■ Task requirements ■
In the material below, some lines carry "auto". Copy each such line.

■ Material provided ■
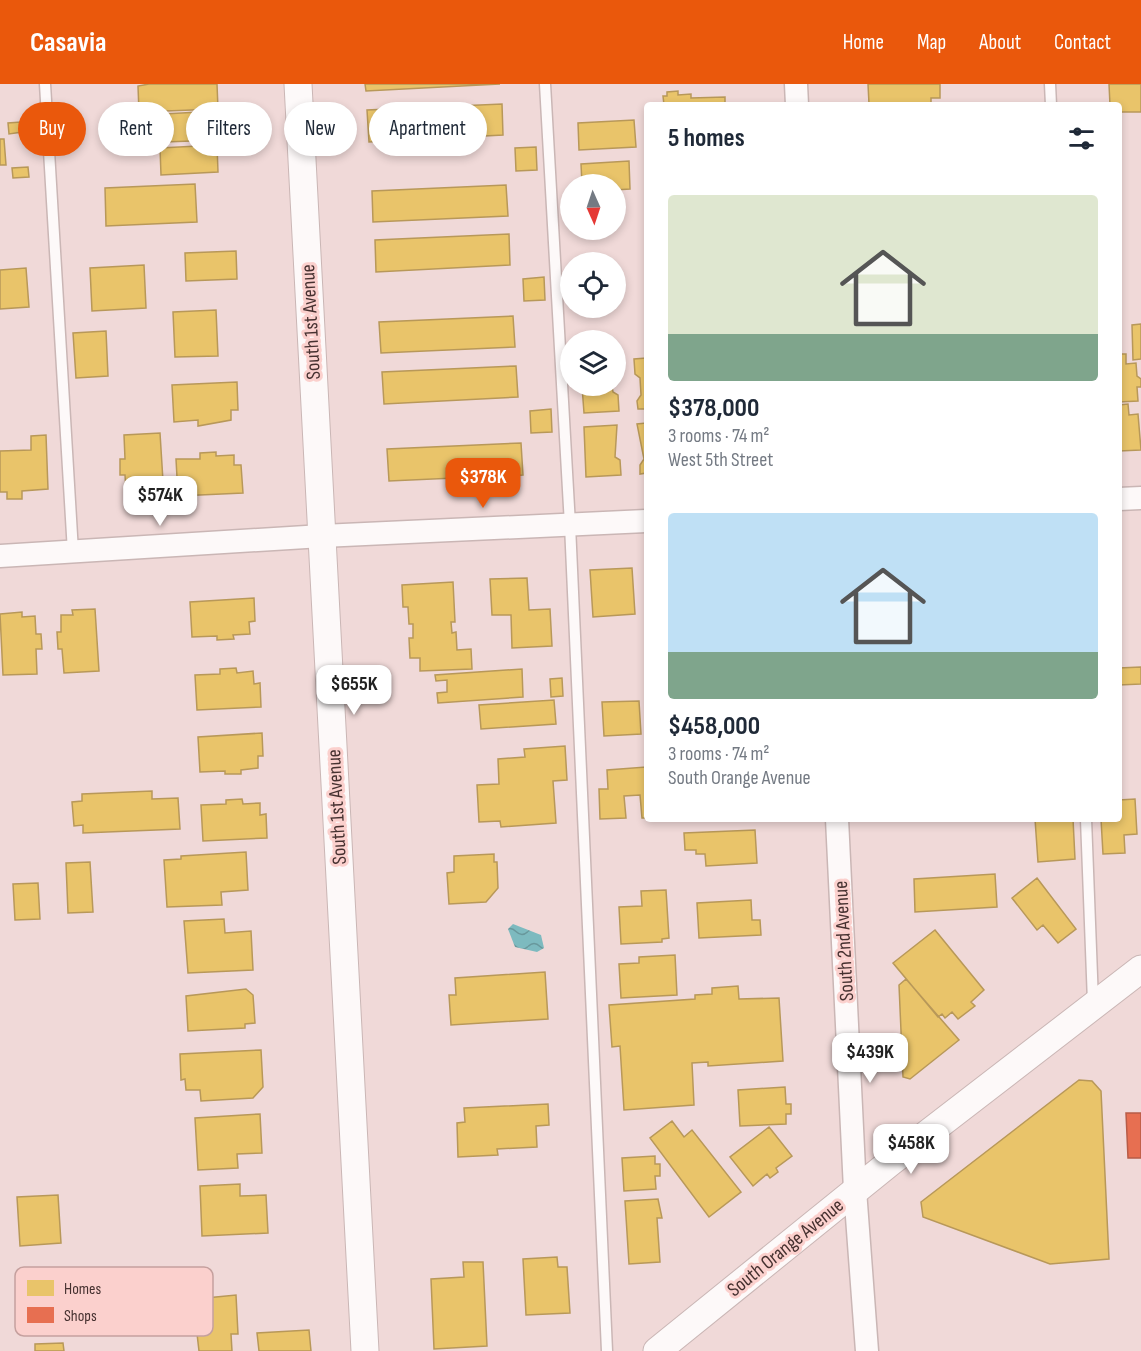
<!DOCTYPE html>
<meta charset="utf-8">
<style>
body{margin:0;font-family:"Sofia Sans Condensed",sans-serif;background:#f2f2f3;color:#1f2937;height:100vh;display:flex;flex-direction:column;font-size:22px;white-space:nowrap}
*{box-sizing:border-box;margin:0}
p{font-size:20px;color:#747a83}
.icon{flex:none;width:33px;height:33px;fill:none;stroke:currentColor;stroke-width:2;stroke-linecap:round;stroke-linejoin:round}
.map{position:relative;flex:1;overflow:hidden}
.panel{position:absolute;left:644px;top:18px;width:478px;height:720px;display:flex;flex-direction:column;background:#fff;border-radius:6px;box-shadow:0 3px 9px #0003}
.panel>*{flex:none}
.banner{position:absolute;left:18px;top:18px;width:536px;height:54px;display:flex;gap:12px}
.needle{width:39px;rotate:177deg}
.fabs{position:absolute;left:560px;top:90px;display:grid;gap:12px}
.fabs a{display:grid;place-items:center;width:66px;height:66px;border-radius:50%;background:#fff;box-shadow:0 3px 9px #0003;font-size:30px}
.price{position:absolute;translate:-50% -51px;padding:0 14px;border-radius:12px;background:#fff;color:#222;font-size:20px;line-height:39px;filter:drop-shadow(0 2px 3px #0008)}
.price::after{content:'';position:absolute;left:50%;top:36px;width:18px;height:14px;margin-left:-9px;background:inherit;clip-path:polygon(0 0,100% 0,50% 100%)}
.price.current{background:#ea580c;color:#fff}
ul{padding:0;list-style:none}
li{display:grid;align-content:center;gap:12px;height:318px;padding:0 24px}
li span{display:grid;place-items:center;height:186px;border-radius:6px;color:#555}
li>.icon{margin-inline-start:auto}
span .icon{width:108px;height:108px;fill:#fffc;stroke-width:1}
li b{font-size:26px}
h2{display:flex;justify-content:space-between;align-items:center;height:72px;padding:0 24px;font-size:26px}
.tag{padding:0 21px;border-radius:27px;background:#fff;box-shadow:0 3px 9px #0003;font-size:21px;line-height:54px}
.tag.current{background:#ea580c;color:#fff}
header{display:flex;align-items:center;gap:36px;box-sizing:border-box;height:84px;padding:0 30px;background:#ea580c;color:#fff}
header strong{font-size:28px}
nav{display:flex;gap:33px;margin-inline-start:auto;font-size:21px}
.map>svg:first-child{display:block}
.water{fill:url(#water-waves)}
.homes{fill:#e9c46a;stroke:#b89859;stroke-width:1.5}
.shops{fill:#e76f51;stroke:#b75c47;stroke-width:1.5}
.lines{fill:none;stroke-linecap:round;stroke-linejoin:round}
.service-casing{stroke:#cab6b5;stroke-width:13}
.minor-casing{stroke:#cab6b5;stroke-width:25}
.tertiary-casing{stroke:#cab6b5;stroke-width:29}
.service{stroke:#fdf9f9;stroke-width:10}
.minor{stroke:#fdf9f9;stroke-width:22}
.tertiary{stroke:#fdf9f9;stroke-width:27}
.labels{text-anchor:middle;stroke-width:6;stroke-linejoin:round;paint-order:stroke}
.street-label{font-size:20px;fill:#463130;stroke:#fbd0cd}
.key{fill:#fbd0cd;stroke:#c5a09e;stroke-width:1.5}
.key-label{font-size:16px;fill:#463130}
</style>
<header>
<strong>Casavia</strong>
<nav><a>Home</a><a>Map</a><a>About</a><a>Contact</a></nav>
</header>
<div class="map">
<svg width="1141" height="1267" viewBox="0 0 1141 1267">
<defs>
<pattern id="water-waves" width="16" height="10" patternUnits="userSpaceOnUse" patternTransform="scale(1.5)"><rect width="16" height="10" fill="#7dbabf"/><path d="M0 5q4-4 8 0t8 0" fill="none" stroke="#68989c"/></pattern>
</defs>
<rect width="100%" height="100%" fill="#f0d9d8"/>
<!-- water -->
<path class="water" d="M 513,840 L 541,851 L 544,864 L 537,868 L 515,863 L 508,845 Z"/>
<!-- homes -->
<path class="homes" d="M 149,0 L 217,0 L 218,25 L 139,28 L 138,2 Z
M 365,0 L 500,0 L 366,7 Z
M 868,0 L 940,0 L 940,14 L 931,14 L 931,20 L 869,20 Z
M 1109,0 L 1141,0 L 1141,28 L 1119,28 L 1119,21 L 1110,21 Z
M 678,7 L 678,11 L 691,10 L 691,14 L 725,13 L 725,21 L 664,21 L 663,12 L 667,12 L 667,8 Z
M 502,20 L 503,51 L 369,58 L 367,26 Z
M 217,27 L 218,56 L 165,58 L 164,30 Z
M 634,36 L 636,63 L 579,66 L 578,39 Z
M 21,38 L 22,48 L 9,50 L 8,39 Z
M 0,55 L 4,55 L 6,81 L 0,81 Z
M 217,61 L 218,88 L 161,91 L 160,64 Z
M 536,63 L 537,86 L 516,87 L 515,64 Z
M 629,77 L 630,105 L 615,106 L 615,100 L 582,100 L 581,80 Z
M 28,83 L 29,93 L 13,94 L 12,84 Z
M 195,100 L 197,138 L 106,142 L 105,104 Z
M 506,101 L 508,132 L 373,138 L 372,107 Z
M 509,150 L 510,181 L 376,188 L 375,156 Z
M 236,167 L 237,195 L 186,197 L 185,169 Z
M 144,181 L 146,224 L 92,227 L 90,184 Z
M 26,184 L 29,223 L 0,225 L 0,186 Z
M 544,193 L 545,216 L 524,217 L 523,195 Z
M 216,226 L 218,272 L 175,273 L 173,228 Z
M 513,232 L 515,263 L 381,269 L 379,238 Z
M 1141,240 L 1141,275 L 1133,276 L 1132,241 Z
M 106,247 L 108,292 L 76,294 L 73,249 Z
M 1119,270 L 1126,270 L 1126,280 L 1136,279 L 1137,292 L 1141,295 L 1141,303 L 1137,303 L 1138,317 L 1119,318 Z
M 646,274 L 646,325 L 638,325 L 637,317 L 641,311 L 640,294 L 635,290 L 634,275 Z
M 516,282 L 518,313 L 384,320 L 382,288 Z
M 237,298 L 238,326 L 231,326 L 231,336 L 198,342 L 198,336 L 174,338 L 172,301 Z
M 582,302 L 612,302 L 613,308 L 618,311 L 619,327 L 584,329 Z
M 1128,320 L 1129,331 L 1138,330 L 1141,366 L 1119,367 L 1119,321 Z
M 551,325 L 552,348 L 531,349 L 530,327 Z
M 646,339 L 646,389 L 640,390 L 640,381 L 644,375 L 637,340 Z
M 617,341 L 615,373 L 620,376 L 621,391 L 586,393 L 584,343 Z
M 160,349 L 164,413 L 137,415 L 136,408 L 126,408 L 125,391 L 120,391 L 120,375 L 125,375 L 124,351 Z
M 46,351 L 48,405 L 22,407 L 22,415 L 7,415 L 7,408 L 0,408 L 0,367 L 31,366 L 31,352 Z
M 521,359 L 523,391 L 389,397 L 387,365 Z
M 216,368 L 216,372 L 234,371 L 234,381 L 241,381 L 243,409 L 178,412 L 176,375 L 200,375 L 200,369 Z
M 632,484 L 635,530 L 593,533 L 590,486 Z
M 527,494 L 529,526 L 550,525 L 552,562 L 512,564 L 511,531 L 492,531 L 490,495 Z
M 453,498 L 455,538 L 451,538 L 452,549 L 456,548 L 457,566 L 471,565 L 472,585 L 420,587 L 420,574 L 410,574 L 409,554 L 413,554 L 413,540 L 409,540 L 408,523 L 403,523 L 402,501 Z
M 254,514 L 255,537 L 249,538 L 250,550 L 233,551 L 234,555 L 217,556 L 217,552 L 192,553 L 190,518 Z
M 95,525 L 99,587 L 64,589 L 62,565 L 58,565 L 57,548 L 61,548 L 61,531 L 73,531 L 72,526 Z
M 22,528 L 22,533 L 35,532 L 36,550 L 41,550 L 42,565 L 36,565 L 37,590 L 3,591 L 0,530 Z
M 1141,583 L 1141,600 L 1119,601 L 1119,584 Z
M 236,584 L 237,589 L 253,587 L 254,600 L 260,599 L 261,623 L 197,626 L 195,591 L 220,590 L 220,585 Z
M 522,585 L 523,613 L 438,619 L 437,609 L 447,608 L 447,596 L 436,597 L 435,591 Z
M 562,594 L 563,612 L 551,613 L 550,595 Z
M 554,616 L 556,640 L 481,645 L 479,621 Z
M 639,617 L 641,650 L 604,652 L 602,618 Z
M 262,649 L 263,672 L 258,672 L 258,684 L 241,686 L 241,690 L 225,690 L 225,687 L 200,688 L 198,653 Z
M 565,662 L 567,696 L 553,697 L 556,739 L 501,743 L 500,737 L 479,738 L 477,701 L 499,700 L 498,675 L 525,673 L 524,665 Z
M 646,683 L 646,734 L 642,734 L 640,711 L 624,712 L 626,734 L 600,735 L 599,705 L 608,705 L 607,686 Z
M 152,707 L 152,715 L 178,714 L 180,745 L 83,749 L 83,741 L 74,742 L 72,718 L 82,717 L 82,710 Z
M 242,715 L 243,720 L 260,719 L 260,731 L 266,730 L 267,754 L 203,757 L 201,721 L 226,720 L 226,716 Z
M 1135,715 L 1137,750 L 1124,751 L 1125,769 L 1103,770 L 1101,735 L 1119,735 L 1119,716 Z
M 1035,735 L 1073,735 L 1075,775 L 1038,778 Z
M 755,746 L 757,779 L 706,782 L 705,770 L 696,770 L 696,766 L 685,766 L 684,749 Z
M 246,768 L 248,806 L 221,808 L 222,821 L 167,823 L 164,776 L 181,775 L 181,772 Z
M 494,770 L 494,778 L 497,778 L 498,804 L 486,818 L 449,820 L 447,789 L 454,788 L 454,772 Z
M 90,778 L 93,828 L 68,829 L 66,779 Z
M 995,790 L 997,823 L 915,828 L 914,795 Z
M 1037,794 L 1076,845 L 1058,859 L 1043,841 L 1037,846 L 1012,814 Z
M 38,799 L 40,835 L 15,836 L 13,800 Z
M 666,806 L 669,854 L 662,855 L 662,858 L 621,860 L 619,823 L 642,822 L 641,807 Z
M 751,816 L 752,836 L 760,836 L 761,851 L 699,854 L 697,819 Z
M 224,835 L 225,849 L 251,847 L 253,886 L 188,889 L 184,837 Z
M 935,846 L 984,906 L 971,918 L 975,922 L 958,935 L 952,928 L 945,934 L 942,930 L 938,933 L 893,879 Z
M 675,871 L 677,911 L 621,914 L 619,880 L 639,879 L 639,873 Z
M 545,888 L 548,935 L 451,941 L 449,911 L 456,911 L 455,894 Z
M 906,895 L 959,956 L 910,995 L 903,993 L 899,901 Z
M 738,902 L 739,915 L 779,914 L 783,977 L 708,982 L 708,978 L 692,979 L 694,1021 L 624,1026 L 620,962 L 612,963 L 609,921 L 695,915 L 695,911 L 712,910 L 712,904 Z
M 246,905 L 253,911 L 255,939 L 245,940 L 245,944 L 188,947 L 186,912 Z
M 261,966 L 263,1003 L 253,1014 L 201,1017 L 200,1006 L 186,1006 L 185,995 L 181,996 L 180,970 Z
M 1079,996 L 1092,997 L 1101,1007 L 1109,1175 L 1050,1180 L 923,1133 L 921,1118 Z
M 785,1003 L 786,1020 L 791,1020 L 791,1030 L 786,1030 L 786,1040 L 740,1042 L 738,1006 Z
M 548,1020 L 549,1041 L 536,1042 L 537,1063 L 497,1065 L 498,1071 L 458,1073 L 457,1039 L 465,1038 L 464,1024 Z
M 260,1030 L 262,1069 L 237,1070 L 238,1084 L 198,1086 L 195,1034 Z
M 672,1037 L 684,1053 L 692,1046 L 741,1108 L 709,1133 L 650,1054 Z
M 769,1043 L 792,1072 L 776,1084 L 778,1088 L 770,1094 L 767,1090 L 753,1102 L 730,1073 Z
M 655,1072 L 655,1080 L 660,1080 L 660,1092 L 655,1092 L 656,1105 L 624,1107 L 622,1074 Z
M 240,1100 L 240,1112 L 266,1111 L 268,1149 L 202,1152 L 200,1102 Z
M 58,1111 L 61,1159 L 20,1162 L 17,1113 Z
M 658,1115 L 662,1134 L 657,1134 L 660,1178 L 629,1180 L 625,1117 Z
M 557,1173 L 558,1183 L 567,1183 L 570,1229 L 526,1231 L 523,1175 Z
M 463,1178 L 483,1178 L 487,1262 L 434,1265 L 431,1195 L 464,1193 Z
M 236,1211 L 238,1250 L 231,1250 L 232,1267 L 199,1267 L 195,1232 L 205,1230 L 206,1214 Z
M 309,1246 L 311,1267 L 259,1267 L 257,1249 Z
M 63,1259 L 64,1267 L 35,1267 L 35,1260 Z"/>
<!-- shops -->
<path class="shops" d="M 1126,1029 L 1141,1029 L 1141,1074 L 1128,1074 Z"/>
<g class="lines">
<!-- service casing -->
<g class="service-casing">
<path id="service" d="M 45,0 L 73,468
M 545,0 L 570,441 L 607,1267
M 1050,0 L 1051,21
M 1086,735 L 1093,918"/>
</g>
<!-- minor casing -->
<g class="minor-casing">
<path id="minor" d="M 796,0 L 797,21
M 1119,415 L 1141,414
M 0,472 L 322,452 L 646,437
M 837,735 L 855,1106 L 867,1267"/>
</g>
<!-- tertiary casing -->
<g class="tertiary-casing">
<path id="tertiary" d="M 298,0 L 365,1267
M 657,1267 L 892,1077 L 1141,885"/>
</g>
<!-- service -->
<use href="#service" class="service"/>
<!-- minor -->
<use href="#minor" class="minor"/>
<!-- tertiary -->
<use href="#tertiary" class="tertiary"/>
</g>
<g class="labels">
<!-- street labels -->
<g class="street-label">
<text transform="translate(310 238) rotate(-93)" y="7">South 1st Avenue</text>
<text transform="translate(336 723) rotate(-93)" y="7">South 1st Avenue</text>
<text transform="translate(843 857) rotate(-93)" y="7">South 2nd Avenue</text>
<text transform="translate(785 1163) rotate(-39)" y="7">South Orange Avenue</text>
</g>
</g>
<!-- legend -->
<rect x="15" y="1183" width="198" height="69" rx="9" class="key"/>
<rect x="27" y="1196" width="27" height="16" fill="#e9c46a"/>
<rect x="27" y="1223" width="27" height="16" fill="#e76f51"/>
<g class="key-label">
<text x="64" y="1210">Homes</text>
<text x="64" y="1237">Shops</text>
</g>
</svg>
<div class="fabs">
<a><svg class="needle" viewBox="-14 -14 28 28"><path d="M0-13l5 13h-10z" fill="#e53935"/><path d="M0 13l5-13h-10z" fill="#747a83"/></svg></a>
<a><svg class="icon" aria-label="locate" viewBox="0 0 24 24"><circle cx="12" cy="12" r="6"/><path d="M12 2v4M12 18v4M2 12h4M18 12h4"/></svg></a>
<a><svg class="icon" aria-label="layers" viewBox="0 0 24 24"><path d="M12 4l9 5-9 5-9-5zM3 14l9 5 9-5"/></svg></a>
</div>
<b class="price current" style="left:483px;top:425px">$378K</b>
<b class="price" style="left:160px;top:443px">$574K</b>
<b class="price" style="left:354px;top:632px">$655K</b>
<b class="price" style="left:870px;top:1000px">$439K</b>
<b class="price" style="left:911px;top:1091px">$458K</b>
<div class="banner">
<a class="tag current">Buy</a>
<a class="tag">Rent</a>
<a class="tag">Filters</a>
<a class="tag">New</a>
<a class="tag">Apartment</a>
</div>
<section class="panel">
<h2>5 homes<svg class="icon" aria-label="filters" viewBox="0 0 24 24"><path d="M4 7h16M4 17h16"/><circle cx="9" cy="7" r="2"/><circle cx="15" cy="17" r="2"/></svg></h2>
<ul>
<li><span style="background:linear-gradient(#dfe7d0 75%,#7fa58c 0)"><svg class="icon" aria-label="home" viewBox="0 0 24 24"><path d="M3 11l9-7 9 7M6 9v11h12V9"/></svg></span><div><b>$378,000</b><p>3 rooms · 74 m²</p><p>West 5th Street</p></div></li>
<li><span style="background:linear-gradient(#bfe0f5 75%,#7fa58c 0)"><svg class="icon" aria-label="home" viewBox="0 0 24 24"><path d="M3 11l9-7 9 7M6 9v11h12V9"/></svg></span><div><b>$458,000</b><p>3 rooms · 74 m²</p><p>South Orange Avenue</p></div></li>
</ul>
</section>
</div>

■ Solution for this task ■
li>.icon{margin-inline-start:auto}
nav{display:flex;gap:33px;margin-inline-start:auto;font-size:21px}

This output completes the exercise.